# Work task
Using the material below, copy every line where "turn" appears.

# Information given
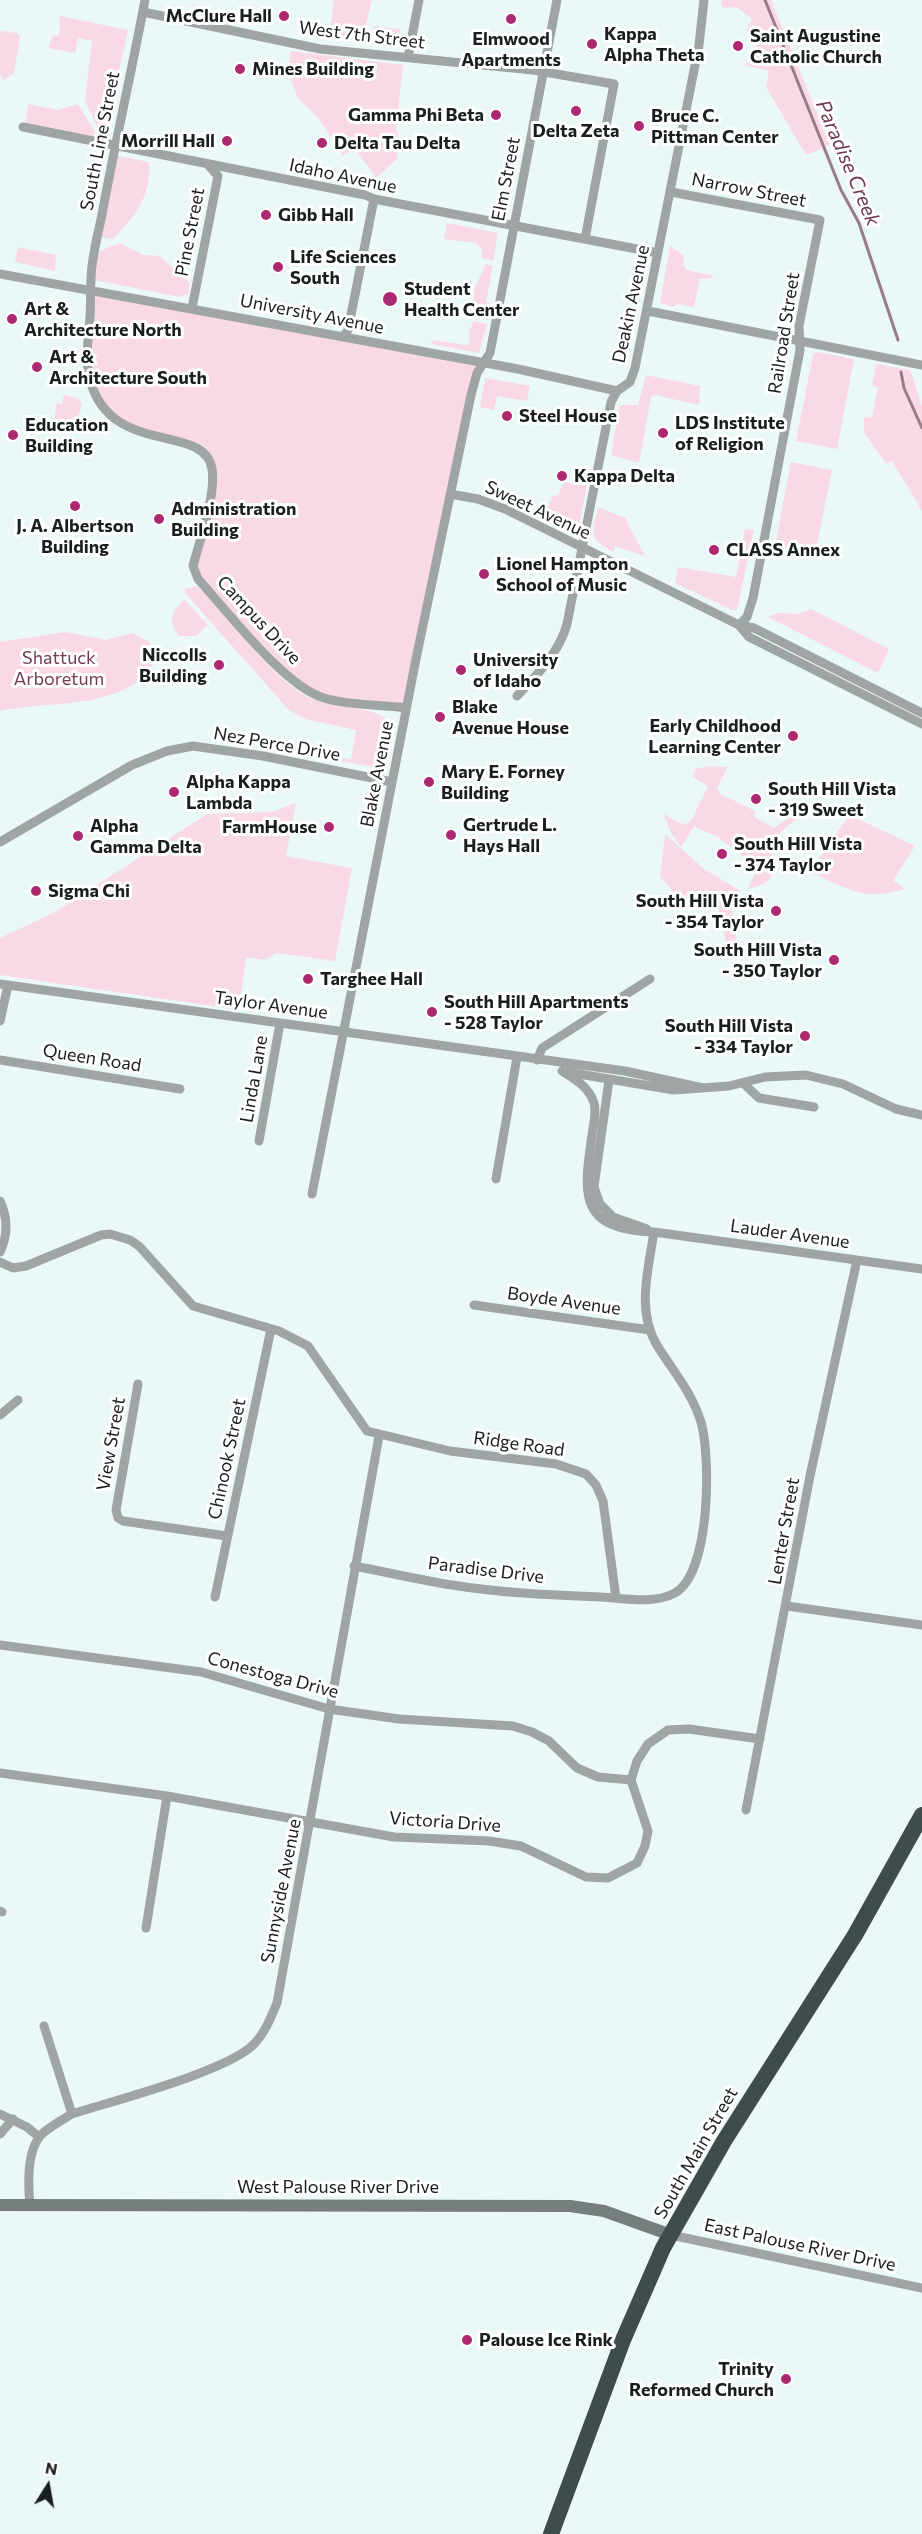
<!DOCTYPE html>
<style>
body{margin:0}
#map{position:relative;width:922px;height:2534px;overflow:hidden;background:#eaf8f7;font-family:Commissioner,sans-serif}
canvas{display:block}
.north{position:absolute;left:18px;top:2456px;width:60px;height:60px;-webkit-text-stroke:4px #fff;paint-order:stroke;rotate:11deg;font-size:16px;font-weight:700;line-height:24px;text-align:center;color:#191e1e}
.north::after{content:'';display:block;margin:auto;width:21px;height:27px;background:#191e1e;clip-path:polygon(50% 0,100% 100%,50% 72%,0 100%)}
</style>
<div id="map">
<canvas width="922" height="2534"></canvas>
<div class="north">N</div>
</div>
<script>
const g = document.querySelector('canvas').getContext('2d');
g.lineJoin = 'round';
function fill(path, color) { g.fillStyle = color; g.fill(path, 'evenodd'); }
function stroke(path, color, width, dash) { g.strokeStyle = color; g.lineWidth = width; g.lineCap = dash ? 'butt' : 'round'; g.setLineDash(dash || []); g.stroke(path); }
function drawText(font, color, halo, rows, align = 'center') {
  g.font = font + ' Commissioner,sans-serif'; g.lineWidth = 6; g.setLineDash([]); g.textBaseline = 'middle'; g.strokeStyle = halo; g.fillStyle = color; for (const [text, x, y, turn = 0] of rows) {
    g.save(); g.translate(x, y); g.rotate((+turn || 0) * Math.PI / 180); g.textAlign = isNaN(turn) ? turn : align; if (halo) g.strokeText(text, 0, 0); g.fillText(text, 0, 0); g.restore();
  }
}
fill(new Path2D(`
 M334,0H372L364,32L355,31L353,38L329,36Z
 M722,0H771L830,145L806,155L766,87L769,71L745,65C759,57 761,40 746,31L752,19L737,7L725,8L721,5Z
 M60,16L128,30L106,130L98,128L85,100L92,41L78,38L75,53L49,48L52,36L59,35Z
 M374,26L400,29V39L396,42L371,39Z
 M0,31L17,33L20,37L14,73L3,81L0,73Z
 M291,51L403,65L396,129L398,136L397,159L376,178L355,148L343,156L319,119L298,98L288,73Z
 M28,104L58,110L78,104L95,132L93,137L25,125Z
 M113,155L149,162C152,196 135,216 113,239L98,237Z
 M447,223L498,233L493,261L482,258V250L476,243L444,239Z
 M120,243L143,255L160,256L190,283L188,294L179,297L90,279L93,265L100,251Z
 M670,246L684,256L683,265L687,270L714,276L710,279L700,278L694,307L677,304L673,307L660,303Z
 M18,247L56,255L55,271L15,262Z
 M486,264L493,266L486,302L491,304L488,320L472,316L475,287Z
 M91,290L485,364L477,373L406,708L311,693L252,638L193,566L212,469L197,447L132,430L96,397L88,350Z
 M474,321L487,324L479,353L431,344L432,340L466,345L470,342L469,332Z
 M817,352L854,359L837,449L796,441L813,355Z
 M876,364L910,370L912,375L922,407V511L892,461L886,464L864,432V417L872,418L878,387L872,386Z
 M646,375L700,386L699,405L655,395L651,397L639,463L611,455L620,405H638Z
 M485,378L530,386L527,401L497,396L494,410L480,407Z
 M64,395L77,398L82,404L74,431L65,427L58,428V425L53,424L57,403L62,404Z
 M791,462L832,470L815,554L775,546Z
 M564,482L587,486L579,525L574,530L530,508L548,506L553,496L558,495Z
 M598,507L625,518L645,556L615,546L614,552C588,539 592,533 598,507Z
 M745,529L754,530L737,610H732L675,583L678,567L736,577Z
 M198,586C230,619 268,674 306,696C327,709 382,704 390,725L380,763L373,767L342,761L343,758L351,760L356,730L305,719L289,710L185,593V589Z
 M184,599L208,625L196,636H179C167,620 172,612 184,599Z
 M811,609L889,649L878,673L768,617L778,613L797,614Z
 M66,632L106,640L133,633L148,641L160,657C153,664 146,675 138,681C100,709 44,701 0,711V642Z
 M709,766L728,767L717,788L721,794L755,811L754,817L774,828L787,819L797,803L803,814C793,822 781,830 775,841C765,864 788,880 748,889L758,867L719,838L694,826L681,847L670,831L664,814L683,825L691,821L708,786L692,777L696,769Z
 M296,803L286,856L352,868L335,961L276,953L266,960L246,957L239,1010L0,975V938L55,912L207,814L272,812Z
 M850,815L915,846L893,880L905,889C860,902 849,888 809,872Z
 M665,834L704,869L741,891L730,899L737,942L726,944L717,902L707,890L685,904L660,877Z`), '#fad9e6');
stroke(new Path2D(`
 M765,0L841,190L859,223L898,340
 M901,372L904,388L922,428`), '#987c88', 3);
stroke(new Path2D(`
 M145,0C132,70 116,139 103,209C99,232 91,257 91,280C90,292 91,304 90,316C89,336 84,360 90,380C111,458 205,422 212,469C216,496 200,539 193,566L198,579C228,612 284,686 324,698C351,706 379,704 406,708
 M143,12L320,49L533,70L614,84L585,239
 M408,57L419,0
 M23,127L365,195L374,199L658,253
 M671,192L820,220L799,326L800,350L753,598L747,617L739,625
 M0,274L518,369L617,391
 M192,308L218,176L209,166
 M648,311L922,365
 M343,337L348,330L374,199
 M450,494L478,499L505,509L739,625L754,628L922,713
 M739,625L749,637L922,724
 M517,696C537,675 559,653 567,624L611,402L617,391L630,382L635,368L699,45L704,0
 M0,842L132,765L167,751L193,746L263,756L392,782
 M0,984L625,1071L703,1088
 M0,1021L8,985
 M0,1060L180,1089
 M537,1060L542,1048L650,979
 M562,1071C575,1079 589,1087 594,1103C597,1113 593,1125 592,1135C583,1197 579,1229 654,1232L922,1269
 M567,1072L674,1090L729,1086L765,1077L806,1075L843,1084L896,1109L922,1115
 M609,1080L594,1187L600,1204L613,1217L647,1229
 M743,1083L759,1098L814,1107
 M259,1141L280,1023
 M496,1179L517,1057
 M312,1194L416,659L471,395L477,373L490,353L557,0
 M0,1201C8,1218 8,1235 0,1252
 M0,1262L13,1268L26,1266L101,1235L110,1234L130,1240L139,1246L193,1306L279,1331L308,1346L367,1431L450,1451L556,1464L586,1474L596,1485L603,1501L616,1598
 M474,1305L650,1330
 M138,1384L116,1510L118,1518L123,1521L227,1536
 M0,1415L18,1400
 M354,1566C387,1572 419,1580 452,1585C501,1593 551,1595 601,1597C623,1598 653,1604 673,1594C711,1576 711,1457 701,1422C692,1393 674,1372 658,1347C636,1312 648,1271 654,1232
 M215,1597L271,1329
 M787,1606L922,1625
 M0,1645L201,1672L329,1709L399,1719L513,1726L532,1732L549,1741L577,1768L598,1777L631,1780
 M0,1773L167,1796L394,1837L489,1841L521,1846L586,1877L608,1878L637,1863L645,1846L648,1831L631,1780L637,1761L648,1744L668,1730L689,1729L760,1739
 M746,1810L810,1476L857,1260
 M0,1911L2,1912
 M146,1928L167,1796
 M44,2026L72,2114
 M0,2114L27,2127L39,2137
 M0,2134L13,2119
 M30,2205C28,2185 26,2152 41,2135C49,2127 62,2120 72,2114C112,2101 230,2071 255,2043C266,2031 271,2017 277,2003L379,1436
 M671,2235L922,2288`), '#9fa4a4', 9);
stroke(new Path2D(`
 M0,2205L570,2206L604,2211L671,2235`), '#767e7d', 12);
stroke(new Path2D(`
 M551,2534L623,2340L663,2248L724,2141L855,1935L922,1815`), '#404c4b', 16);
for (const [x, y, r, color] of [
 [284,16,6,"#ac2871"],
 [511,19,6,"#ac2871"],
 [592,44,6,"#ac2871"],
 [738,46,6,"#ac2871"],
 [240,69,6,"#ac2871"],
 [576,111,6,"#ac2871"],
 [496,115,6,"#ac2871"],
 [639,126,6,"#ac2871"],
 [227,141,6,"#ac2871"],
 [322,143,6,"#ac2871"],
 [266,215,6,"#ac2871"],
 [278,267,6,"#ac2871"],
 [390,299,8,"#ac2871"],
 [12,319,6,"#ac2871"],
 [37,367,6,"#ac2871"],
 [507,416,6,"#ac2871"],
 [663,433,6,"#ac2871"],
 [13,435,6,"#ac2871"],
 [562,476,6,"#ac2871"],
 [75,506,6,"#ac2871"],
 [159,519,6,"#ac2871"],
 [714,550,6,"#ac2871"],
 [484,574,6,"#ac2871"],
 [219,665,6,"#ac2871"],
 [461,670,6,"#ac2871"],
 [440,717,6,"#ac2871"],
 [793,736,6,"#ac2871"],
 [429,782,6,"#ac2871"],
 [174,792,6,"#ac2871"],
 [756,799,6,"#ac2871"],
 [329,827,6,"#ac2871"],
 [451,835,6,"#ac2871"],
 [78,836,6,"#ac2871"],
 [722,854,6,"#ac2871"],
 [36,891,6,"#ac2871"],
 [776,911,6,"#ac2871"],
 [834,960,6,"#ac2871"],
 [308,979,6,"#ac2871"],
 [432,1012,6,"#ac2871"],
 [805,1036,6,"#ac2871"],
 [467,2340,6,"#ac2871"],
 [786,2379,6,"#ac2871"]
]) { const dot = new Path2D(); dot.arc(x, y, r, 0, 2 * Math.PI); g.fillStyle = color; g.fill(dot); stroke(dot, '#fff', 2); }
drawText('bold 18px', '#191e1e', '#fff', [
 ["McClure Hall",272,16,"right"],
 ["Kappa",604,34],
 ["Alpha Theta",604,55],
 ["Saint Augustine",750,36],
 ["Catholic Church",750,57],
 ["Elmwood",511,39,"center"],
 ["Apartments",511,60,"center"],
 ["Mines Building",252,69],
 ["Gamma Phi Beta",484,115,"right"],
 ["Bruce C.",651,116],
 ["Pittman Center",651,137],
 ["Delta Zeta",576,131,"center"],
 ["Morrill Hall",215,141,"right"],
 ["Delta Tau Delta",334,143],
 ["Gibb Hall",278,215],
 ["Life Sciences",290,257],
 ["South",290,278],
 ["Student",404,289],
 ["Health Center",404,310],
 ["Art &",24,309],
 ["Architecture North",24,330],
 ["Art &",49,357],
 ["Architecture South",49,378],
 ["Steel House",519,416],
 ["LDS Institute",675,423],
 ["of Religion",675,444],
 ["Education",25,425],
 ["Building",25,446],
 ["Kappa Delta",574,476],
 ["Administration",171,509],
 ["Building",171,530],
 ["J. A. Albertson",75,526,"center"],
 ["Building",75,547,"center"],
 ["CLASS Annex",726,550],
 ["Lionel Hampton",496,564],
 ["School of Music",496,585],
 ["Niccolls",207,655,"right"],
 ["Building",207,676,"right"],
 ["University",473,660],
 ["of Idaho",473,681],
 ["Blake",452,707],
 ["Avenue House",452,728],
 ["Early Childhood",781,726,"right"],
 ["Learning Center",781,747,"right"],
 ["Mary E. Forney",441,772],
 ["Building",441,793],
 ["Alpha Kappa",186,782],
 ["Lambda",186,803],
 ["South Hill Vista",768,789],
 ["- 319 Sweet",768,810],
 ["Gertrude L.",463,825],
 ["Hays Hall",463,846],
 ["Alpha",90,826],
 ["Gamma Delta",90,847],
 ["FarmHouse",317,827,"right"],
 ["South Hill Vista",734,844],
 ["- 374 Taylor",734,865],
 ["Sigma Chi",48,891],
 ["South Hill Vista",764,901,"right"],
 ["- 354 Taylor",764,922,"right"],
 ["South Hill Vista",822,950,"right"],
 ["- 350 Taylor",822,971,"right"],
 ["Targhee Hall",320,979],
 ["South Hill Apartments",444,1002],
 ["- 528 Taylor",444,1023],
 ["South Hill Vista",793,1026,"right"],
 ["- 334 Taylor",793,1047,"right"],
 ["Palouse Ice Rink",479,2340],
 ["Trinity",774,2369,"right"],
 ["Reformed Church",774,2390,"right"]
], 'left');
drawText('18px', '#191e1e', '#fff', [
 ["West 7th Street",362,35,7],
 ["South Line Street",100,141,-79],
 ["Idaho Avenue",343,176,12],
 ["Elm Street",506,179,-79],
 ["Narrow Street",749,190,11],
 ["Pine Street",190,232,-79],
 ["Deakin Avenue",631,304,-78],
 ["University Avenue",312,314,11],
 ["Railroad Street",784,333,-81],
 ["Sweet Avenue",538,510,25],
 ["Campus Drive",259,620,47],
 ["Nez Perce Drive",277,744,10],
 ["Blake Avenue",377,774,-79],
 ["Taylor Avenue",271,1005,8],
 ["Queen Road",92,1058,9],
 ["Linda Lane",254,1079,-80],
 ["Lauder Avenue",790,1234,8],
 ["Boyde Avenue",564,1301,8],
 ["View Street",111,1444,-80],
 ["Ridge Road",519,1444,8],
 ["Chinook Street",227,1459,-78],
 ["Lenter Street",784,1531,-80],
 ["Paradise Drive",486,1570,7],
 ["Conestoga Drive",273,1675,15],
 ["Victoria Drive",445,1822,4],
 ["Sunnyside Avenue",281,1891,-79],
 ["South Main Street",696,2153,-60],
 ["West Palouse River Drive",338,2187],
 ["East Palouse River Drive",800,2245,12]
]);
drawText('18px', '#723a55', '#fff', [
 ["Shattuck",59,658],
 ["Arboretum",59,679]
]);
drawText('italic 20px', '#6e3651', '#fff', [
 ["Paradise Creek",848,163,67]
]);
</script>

# Result below
  g.font = font + ' Commissioner,sans-serif'; g.lineWidth = 6; g.setLineDash([]); g.textBaseline = 'middle'; g.strokeStyle = halo; g.fillStyle = color; for (const [text, x, y, turn = 0] of rows) {
    g.save(); g.translate(x, y); g.rotate((+turn || 0) * Math.PI / 180); g.textAlign = isNaN(turn) ? turn : align; if (halo) g.strokeText(text, 0, 0); g.fillText(text, 0, 0); g.restore();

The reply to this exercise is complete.